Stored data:
——

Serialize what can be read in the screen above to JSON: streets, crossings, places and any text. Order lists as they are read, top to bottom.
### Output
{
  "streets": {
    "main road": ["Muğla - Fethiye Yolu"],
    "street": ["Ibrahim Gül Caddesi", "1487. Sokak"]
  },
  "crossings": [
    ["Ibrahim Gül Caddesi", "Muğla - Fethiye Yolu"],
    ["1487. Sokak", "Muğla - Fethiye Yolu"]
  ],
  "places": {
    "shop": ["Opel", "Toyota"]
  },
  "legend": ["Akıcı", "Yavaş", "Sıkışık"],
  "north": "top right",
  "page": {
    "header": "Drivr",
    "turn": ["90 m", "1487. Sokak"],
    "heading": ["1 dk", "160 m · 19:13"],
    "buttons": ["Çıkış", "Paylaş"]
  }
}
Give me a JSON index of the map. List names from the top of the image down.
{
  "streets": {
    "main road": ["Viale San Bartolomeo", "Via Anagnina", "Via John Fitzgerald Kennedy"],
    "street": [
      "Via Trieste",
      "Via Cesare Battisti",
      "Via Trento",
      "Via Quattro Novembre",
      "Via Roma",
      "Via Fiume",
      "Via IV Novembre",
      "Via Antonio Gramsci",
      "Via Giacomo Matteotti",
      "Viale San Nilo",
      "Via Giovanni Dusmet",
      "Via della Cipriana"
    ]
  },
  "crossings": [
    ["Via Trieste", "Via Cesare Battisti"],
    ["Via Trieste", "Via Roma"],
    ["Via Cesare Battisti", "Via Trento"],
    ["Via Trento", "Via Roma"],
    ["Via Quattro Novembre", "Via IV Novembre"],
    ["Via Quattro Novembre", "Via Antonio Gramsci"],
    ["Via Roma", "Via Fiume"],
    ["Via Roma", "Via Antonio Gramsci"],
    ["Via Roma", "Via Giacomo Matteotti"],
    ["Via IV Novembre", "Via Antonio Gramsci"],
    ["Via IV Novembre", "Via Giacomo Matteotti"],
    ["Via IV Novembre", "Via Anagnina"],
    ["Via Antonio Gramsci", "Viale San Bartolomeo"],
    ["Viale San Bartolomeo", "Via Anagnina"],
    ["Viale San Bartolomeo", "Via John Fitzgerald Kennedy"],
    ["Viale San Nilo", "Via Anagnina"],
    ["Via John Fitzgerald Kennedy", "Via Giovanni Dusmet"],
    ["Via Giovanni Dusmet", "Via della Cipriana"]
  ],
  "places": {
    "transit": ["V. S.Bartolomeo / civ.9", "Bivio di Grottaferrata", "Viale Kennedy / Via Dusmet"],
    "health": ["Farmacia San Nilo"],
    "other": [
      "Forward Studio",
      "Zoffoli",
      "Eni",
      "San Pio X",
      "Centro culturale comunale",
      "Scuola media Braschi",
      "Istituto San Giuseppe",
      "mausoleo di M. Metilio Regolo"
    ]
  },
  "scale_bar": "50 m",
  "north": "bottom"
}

——

_Exercise details_:
Lines holding "Nilo" in the data above: copy each of them.

_Solution to the problem_:
      "Viale San Nilo",
    ["Viale San Nilo", "Via Anagnina"],
    "health": ["Farmacia San Nilo"],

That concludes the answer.